1 Now the LORD said unto Abram: ‘Get thee out of thy country, and from thy kindred, and from thy father’s house, unto the land that I will show thee.
This is usually translated as “Get thee out (from your country and your birthplace and your father’s house. . . .)” But it literally means, “Go to yourself.” Rashi, understands lech lecha to mean: “go for yourself”. Lecha, he explains, means “for your benefit and for your good”. The Siftei Chachamim writes that lecha actually means li’retzoncha, according to your desire or will. According to the Pri Ha’aretz, Rebbe Menachem Mendel of Vitebsk “Go to find your true self. Go to develop yourself to its utmost. Go where? To the land that I will show you. To the place of the origin of Man’s body and soul.”

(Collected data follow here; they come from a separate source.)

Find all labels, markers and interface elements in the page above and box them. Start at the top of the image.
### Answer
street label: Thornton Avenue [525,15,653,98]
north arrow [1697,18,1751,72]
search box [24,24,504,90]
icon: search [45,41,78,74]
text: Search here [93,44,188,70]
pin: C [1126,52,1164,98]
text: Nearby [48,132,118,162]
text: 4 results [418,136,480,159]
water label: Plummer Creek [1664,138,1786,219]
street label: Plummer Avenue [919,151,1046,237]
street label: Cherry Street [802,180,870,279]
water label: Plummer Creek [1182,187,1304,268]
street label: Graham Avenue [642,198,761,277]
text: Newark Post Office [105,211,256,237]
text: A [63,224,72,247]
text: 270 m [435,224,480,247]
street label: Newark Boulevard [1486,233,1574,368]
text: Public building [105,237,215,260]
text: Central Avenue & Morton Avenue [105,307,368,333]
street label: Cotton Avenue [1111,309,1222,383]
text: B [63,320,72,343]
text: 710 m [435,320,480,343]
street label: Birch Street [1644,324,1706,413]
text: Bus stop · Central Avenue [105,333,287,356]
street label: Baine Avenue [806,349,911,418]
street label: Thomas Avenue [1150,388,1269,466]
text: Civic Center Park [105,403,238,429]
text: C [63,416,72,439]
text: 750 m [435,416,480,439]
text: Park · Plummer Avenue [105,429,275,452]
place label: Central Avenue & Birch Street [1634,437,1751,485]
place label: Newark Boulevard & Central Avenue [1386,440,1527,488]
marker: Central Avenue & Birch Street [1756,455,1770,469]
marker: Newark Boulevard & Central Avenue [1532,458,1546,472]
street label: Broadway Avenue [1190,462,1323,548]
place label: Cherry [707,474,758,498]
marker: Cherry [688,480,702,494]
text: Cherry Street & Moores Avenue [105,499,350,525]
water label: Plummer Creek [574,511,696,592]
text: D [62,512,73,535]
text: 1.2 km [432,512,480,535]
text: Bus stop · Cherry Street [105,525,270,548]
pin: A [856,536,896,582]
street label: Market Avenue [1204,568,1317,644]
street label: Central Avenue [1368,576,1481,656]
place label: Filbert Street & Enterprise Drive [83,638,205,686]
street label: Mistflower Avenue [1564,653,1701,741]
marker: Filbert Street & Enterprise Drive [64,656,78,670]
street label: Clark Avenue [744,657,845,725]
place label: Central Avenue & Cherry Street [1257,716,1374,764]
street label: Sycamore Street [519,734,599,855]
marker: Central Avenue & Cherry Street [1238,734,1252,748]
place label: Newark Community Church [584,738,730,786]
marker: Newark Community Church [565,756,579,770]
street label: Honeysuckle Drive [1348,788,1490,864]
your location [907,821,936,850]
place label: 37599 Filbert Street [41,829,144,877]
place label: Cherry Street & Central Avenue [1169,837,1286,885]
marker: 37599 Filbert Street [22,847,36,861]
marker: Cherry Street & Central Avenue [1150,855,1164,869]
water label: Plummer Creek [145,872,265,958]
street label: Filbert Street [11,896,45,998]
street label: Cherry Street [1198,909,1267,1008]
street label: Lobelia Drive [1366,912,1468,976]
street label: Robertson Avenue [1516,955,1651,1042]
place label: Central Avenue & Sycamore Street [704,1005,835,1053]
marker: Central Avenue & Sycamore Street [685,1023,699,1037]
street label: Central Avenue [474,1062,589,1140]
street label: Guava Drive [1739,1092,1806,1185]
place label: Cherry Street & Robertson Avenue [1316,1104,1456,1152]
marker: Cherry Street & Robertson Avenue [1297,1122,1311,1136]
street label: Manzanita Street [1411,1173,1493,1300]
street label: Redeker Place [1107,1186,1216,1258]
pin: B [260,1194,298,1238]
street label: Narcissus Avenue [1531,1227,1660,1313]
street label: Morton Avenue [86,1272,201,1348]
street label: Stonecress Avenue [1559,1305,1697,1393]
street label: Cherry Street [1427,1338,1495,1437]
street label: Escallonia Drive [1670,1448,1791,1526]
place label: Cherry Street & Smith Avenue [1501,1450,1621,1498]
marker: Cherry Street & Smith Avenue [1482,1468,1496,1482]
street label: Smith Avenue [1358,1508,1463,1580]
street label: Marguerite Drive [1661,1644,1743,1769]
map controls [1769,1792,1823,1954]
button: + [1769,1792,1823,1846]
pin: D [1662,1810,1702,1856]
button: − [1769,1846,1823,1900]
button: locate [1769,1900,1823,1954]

I am particularly intrigued with the concept of pilgrimage, because of Gideon Lewis-Kraus’s book; A Sense of Direction: Pilgrimage for the Restless and the Hopeful. Kraus; a secular Jewish writer in his early 30’s living a bohemian life with other expats in Berlin decides on a lark one early morning at a bar to go on a 500 mile Christian pilgrimage to the El Camino de Santiago. He becomes addicted to pilgriming and on completion of the Camino, does The Shikoku; a multi-site pilgrimage of 88 temples associated with the Buddhist monk Kūkai (Kōbō Daishi) on the island of Shikoku, Japan. His third and last pilgrimage is to Uman where he joins Hasidim (and his estranged gay-Rabbi father ) to visit the Beslever Rebbe’s grave.

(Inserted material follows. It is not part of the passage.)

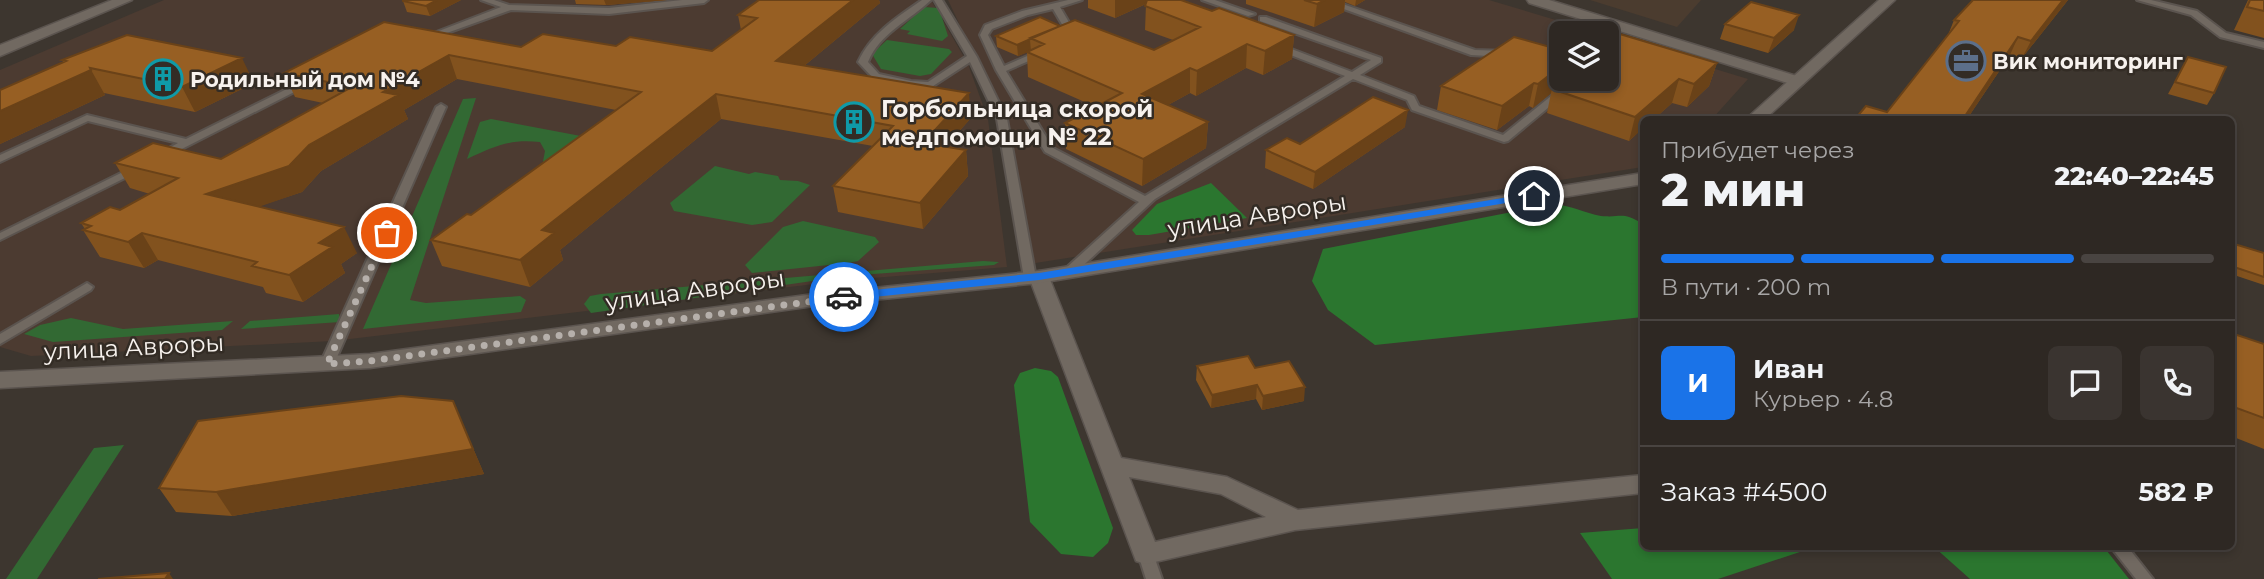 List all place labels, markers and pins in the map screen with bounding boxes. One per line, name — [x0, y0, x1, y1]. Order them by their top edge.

In his irreverent, sometimes hilarious and always thought provoking musings, he struggles to find the essence of pilgrimage and, to my mind, reveals what we may be missing. Here are some excerpts that try to provide a pretext for taking a pilgrimage…

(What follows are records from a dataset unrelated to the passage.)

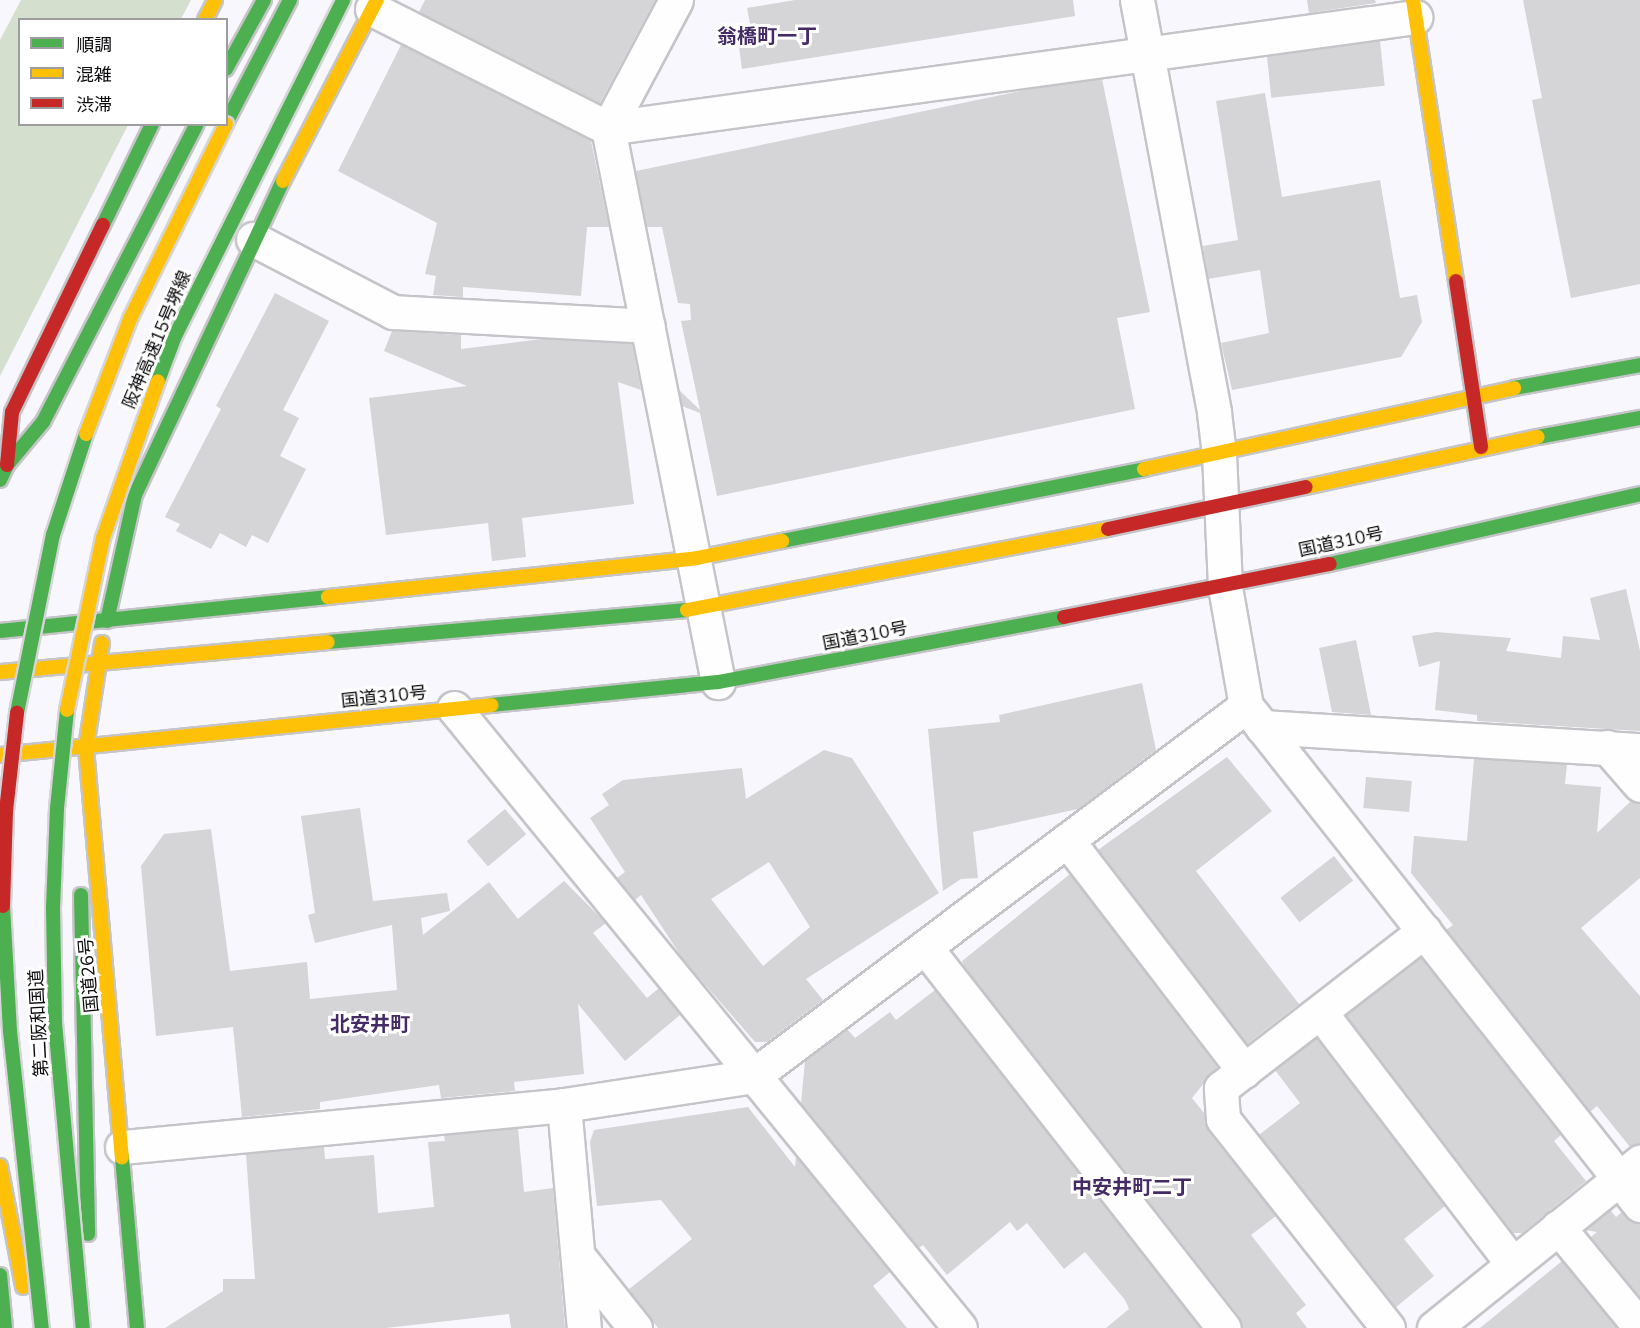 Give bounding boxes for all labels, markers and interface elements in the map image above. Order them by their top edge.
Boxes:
legend [18,18,228,126]
district label: 翁橋町一丁 [717,24,817,48]
text: 順調 [76,33,112,57]
text: 混雑 [76,63,112,87]
text: 渋滞 [76,93,112,117]
street label: 阪神高速15号堺線 [118,268,196,412]
street label: 国道310号 [1296,522,1386,562]
street label: 国道310号 [821,617,909,655]
street label: 国道310号 [340,682,428,712]
street label: 国道26号 [75,936,103,1014]
street label: 第二阪和国道 [25,969,53,1077]
district label: 北安井町 [330,1012,410,1036]
district label: 中安井町二丁 [1072,1175,1192,1199] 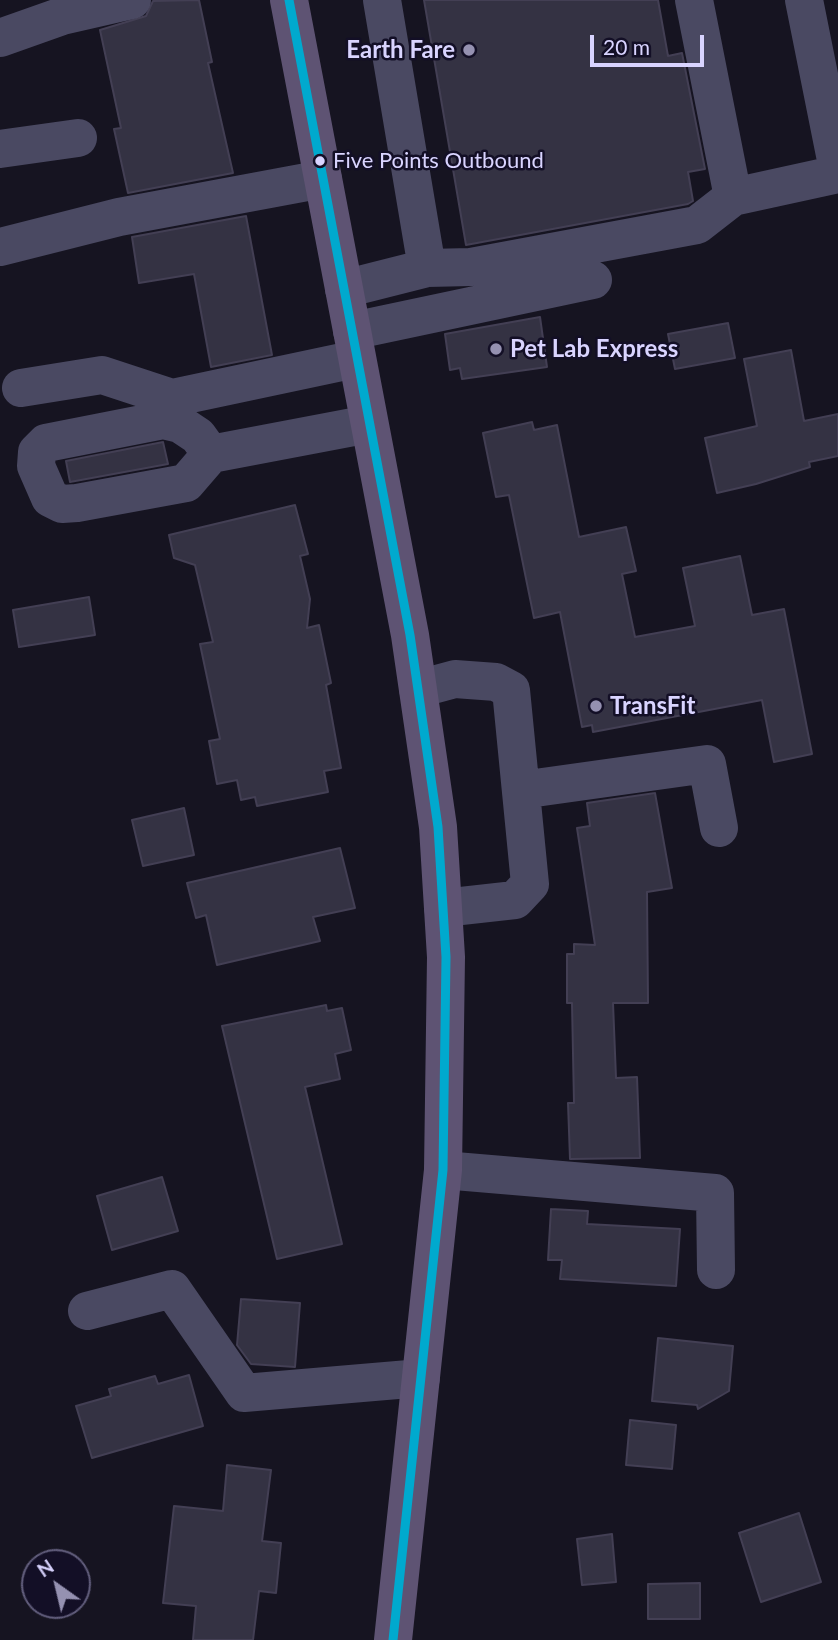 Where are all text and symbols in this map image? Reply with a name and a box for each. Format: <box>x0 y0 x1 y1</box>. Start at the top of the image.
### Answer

“There are a lot of reasons, and that’s part of what this book is about, figuring out what it means to want to make a pilgrimage, and then what it feels like to be on it, and what it does and doesn’t do to your life afterward, but it all has something to do with leaving your home, leaving comfort and responsibility behind, and putting yourself and your usual desires aside to concentrate on doing this difficult, painful trip that a lot of other people have done for a long time, and to be in the company of other sufferers who are doing it now. While you’re on it, everything feels so simple, even if you’re in pain, and you make these instant friendships based on a shared sense of need and vulnerability, and it’s a sense of need and vulnerability that are beyond explaining— there’s no real need to be able to say why you hurt or why you’re doing it, you just sort of trust that everyone is doing it for some reason or another and that’s enough.” It occurred to me it was strange that I’d brought my father to do exactly that— to explain himself— and what he’d ended up showing me was that these explanations are always evolving. [p 323]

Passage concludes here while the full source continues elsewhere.